* _WORK TO COMPLETE_: Read through the records below and copy each line that uses the word "島田吉田線".

* _DATA FOR REVIEW_:
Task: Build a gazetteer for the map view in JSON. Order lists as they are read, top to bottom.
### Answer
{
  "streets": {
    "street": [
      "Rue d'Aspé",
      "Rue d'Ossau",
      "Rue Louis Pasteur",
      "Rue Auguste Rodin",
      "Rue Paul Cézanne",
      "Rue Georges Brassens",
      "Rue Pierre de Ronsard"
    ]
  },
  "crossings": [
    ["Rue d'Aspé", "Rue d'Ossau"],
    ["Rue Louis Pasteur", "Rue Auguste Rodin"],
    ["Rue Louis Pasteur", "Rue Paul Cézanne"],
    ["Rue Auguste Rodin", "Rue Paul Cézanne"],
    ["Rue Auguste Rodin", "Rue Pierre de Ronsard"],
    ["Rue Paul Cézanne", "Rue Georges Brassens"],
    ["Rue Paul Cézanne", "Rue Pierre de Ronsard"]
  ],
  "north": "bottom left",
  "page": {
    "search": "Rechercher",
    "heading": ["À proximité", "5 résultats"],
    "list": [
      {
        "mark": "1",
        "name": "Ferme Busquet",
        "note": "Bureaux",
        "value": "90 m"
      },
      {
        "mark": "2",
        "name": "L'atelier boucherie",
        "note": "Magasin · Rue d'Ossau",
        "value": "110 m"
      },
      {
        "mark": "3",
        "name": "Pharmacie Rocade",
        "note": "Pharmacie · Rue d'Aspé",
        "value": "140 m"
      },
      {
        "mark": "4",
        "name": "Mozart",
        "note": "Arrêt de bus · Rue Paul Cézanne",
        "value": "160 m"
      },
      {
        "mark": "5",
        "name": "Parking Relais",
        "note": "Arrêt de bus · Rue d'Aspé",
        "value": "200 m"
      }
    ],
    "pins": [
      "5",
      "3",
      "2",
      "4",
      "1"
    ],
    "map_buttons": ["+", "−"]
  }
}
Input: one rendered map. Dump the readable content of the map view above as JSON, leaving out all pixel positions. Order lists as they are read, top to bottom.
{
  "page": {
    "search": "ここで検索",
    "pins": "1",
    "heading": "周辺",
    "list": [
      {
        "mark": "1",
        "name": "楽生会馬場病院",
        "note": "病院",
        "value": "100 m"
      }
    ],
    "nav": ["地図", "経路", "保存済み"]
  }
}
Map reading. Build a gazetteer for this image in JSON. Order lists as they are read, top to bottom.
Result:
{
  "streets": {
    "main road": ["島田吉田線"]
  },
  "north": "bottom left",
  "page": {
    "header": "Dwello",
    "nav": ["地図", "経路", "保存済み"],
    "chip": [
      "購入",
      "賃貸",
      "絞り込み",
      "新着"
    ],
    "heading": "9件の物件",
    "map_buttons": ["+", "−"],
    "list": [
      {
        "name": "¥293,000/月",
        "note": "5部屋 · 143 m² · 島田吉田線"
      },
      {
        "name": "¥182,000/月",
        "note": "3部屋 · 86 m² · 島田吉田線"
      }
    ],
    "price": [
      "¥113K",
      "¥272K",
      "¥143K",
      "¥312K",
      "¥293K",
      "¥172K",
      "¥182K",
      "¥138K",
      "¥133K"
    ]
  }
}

* _EXERCISE RESPONSE_:
    "main road": ["島田吉田線"]
        "note": "5部屋 · 143 m² · 島田吉田線"
        "note": "3部屋 · 86 m² · 島田吉田線"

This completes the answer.